- Your instructions
Report every line of the records that includes the word "linecap".

= = =

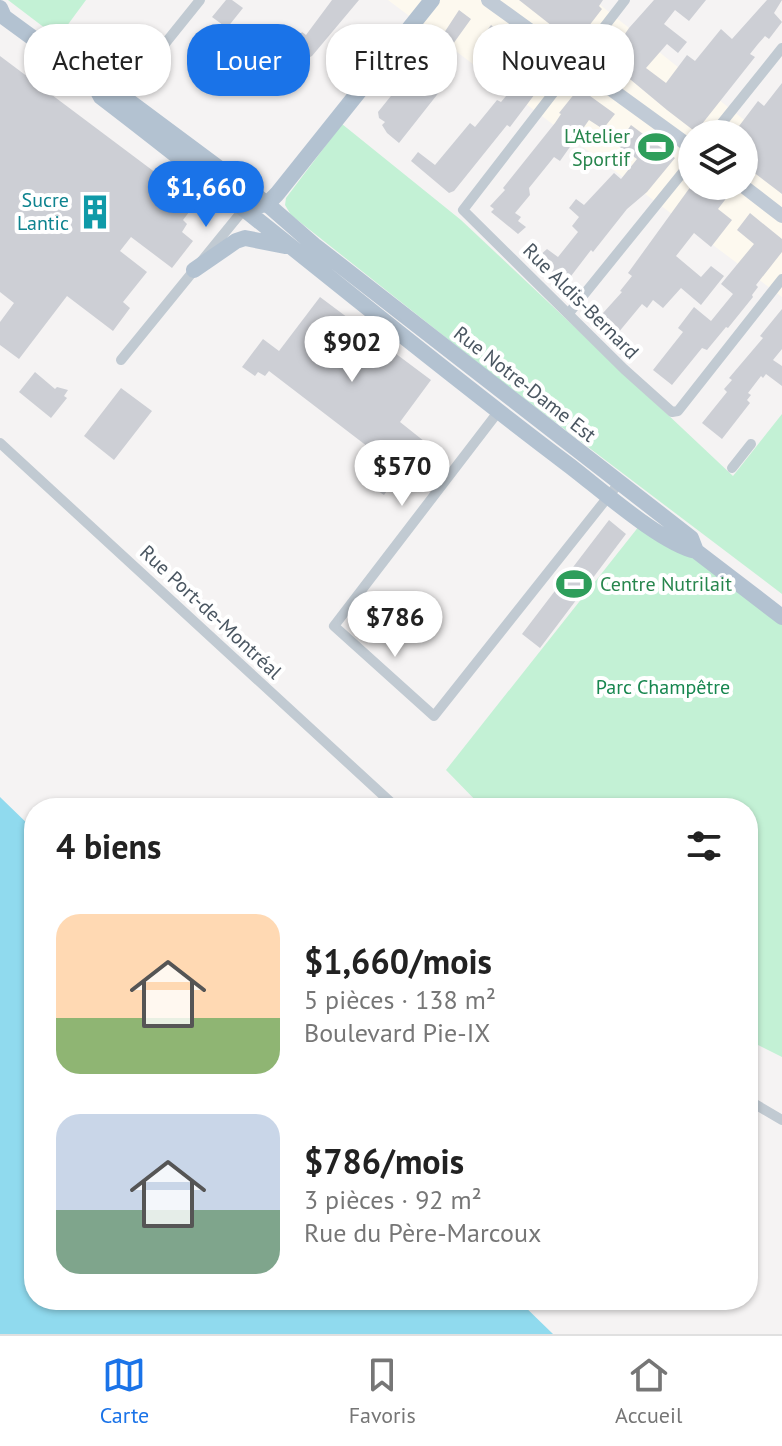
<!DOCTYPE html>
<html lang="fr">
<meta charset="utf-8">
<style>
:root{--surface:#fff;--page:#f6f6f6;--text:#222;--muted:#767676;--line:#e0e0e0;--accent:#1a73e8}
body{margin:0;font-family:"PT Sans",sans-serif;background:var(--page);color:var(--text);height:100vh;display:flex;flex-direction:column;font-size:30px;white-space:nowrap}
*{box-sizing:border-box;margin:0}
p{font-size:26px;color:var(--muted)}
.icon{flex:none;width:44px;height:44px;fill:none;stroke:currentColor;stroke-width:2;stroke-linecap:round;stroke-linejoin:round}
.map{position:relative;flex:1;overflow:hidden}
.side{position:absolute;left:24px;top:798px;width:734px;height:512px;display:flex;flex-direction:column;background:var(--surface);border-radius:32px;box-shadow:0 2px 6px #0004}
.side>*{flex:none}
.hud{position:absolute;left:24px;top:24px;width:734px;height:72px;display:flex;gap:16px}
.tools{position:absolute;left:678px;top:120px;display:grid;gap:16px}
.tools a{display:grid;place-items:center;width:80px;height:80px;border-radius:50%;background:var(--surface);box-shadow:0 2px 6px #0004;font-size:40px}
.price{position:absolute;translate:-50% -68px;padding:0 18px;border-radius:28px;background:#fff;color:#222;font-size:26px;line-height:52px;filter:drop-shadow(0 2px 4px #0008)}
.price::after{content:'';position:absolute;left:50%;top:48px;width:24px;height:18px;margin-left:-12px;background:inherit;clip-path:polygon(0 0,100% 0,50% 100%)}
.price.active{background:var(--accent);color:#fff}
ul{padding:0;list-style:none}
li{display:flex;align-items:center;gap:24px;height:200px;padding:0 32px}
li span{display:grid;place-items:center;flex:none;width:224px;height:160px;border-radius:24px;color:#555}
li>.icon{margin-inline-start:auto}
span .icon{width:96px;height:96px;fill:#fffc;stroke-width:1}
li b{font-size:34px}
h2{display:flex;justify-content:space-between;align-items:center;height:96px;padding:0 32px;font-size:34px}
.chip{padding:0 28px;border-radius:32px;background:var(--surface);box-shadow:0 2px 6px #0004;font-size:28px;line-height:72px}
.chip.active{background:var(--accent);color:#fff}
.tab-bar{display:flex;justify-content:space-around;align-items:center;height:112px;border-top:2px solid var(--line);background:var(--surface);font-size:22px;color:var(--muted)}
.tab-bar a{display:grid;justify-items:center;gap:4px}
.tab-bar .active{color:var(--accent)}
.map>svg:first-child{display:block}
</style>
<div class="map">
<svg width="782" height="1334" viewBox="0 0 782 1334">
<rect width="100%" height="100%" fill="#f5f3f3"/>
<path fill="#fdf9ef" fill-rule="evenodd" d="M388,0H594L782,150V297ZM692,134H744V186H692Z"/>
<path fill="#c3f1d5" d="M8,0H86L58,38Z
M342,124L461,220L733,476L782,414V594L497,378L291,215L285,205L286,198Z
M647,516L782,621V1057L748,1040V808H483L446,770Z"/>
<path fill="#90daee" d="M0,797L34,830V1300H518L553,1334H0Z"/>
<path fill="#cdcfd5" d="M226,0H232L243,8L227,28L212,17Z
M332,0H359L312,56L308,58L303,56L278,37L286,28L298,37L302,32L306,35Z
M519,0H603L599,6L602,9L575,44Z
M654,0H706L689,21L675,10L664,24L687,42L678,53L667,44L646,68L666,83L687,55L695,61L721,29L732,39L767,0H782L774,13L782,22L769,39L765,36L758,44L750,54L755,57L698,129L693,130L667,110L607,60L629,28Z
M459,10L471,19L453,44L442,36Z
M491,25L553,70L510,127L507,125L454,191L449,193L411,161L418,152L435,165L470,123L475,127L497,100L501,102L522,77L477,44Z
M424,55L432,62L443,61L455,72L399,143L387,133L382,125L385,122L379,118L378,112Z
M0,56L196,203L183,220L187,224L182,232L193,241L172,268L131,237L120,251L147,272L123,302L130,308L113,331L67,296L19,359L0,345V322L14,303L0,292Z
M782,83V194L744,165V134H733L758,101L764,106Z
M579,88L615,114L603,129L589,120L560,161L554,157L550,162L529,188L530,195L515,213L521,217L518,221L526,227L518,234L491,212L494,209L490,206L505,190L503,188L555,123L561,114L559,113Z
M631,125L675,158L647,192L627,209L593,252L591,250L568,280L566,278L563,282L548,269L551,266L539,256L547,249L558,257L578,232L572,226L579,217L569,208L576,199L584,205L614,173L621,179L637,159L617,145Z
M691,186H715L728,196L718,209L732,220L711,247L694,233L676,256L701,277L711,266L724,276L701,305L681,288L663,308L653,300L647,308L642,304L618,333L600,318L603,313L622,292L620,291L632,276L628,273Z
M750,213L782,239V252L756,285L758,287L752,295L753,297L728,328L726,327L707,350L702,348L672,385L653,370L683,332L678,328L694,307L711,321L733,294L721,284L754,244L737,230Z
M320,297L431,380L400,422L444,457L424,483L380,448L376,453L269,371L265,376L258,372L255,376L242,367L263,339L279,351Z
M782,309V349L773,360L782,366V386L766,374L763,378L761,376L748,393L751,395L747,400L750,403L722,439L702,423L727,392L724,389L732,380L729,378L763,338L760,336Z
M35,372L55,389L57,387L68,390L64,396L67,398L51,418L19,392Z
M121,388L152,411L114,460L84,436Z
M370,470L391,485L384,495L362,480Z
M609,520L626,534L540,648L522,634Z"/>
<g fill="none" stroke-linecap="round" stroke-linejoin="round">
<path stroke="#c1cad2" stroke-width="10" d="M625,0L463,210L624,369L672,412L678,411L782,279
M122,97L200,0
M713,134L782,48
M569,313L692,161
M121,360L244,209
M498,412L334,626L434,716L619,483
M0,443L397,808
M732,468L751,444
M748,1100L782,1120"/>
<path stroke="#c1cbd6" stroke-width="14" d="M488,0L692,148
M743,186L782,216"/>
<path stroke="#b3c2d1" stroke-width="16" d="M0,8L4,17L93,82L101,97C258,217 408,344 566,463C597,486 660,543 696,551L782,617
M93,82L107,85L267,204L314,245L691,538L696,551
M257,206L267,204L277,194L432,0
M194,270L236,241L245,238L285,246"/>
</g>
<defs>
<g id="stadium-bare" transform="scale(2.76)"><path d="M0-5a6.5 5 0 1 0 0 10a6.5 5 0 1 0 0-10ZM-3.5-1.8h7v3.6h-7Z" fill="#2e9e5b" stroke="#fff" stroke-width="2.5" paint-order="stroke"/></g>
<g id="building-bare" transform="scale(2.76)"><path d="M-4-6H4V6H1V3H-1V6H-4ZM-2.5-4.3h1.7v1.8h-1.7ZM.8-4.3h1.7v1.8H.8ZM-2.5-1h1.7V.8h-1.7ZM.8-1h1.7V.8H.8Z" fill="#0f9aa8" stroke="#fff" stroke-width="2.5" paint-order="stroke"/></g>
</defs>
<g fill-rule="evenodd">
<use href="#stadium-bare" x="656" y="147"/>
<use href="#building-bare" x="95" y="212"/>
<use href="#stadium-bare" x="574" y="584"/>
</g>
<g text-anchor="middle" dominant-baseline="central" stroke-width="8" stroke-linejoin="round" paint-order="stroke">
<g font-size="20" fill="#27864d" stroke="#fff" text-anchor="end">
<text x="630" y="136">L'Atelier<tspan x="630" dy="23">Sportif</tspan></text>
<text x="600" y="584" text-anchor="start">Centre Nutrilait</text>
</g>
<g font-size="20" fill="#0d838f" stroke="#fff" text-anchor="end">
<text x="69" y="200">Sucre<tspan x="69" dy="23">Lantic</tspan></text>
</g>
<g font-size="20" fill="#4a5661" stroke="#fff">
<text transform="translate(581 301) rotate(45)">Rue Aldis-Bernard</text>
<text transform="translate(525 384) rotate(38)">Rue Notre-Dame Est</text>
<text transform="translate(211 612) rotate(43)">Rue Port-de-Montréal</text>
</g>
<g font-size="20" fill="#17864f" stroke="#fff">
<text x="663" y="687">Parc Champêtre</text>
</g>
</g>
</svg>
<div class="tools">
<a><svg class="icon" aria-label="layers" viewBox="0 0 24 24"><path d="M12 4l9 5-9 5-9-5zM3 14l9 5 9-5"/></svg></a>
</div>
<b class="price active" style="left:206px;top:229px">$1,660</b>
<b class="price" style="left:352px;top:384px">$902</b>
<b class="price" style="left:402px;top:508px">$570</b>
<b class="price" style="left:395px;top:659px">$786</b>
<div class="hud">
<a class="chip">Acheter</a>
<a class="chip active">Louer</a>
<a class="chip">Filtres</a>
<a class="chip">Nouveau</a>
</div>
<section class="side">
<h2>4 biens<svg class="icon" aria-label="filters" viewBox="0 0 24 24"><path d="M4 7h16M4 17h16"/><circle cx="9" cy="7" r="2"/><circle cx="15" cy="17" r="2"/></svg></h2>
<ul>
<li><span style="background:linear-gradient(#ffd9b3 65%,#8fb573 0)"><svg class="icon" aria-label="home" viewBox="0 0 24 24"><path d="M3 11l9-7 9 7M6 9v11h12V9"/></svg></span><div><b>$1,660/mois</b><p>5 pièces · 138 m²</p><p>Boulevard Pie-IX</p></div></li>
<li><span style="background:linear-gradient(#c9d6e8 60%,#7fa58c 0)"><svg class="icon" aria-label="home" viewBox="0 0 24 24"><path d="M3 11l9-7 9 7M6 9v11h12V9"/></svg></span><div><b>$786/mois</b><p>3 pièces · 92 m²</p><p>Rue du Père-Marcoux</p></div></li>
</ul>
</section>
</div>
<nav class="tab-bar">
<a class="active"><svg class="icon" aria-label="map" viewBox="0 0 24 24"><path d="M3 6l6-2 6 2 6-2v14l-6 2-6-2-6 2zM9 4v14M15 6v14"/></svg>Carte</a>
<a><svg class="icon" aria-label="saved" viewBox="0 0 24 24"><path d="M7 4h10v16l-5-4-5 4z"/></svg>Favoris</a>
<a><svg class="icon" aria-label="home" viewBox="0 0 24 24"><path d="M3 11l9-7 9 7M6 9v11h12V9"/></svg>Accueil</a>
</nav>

= = =

- Result
.icon{flex:none;width:44px;height:44px;fill:none;stroke:currentColor;stroke-width:2;stroke-linecap:round;stroke-linejoin:round}
<g fill="none" stroke-linecap="round" stroke-linejoin="round">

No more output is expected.